[Supplied information Boundary: Start]

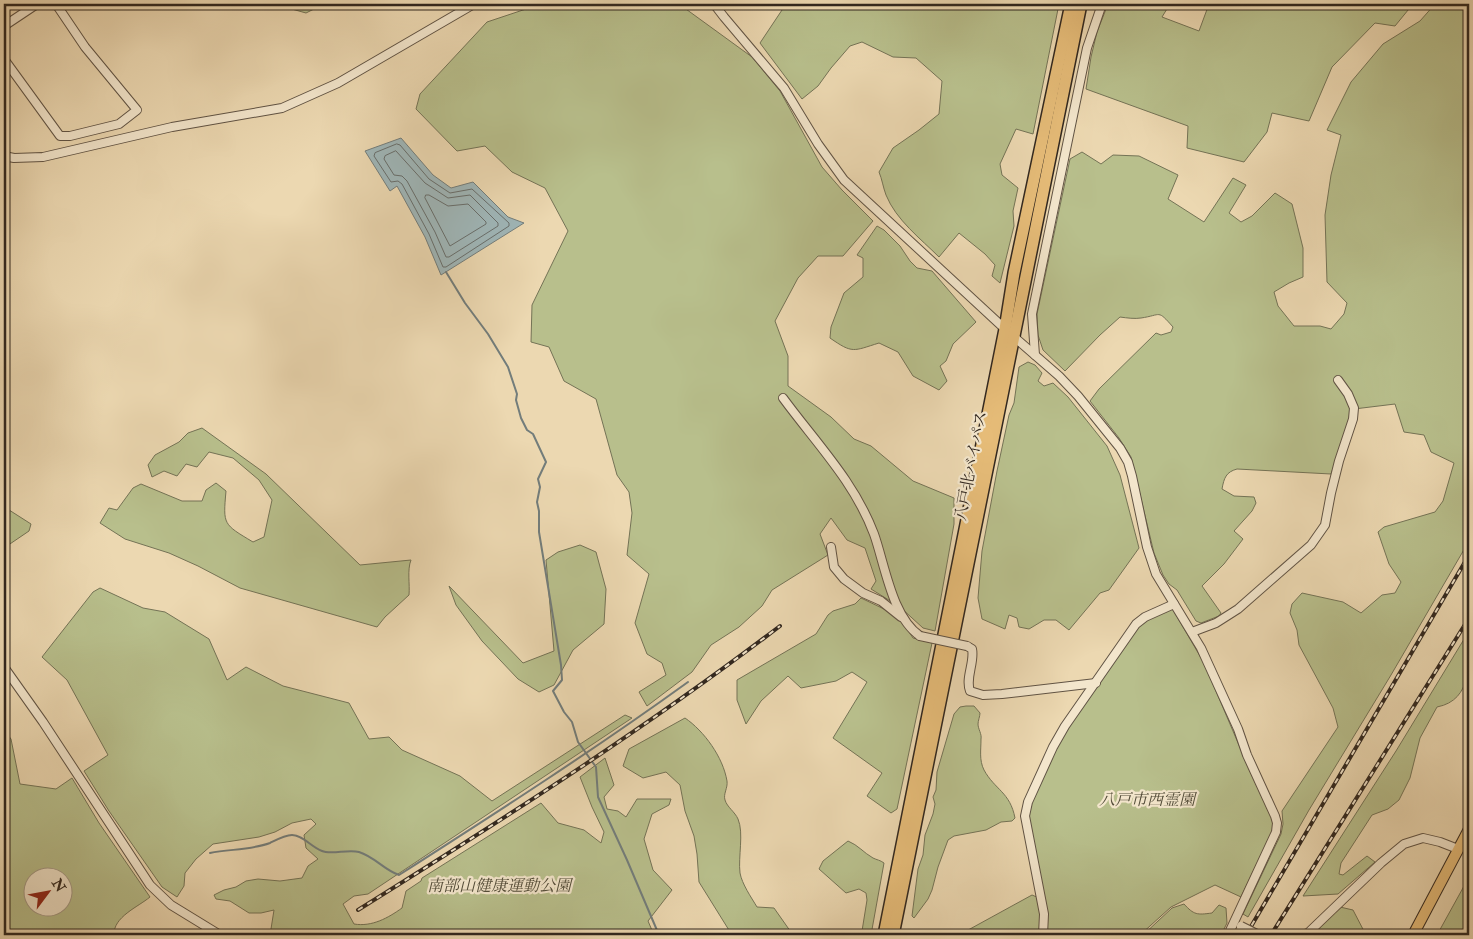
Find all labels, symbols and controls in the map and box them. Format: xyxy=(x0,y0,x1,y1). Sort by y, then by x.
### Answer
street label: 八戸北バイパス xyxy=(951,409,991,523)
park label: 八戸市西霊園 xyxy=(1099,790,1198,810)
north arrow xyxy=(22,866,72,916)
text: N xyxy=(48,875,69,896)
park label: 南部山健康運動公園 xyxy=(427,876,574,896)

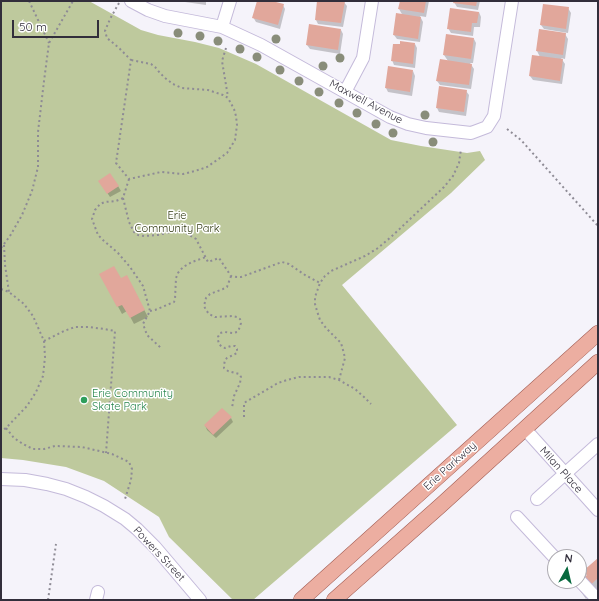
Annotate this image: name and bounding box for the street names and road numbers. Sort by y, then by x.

[Supplied information Boundary: End]

- **Work to complete**: All lines above with "Sort" in them should be returned.

- **Task solution**:
Find all labels, symbols and controls in the map and box them. Format: xyxy=(x0,y0,x1,y1). Sort by y, then by x.
Annotate this image: name and bounding box for the street names and road numbers. Sort by y, then by x.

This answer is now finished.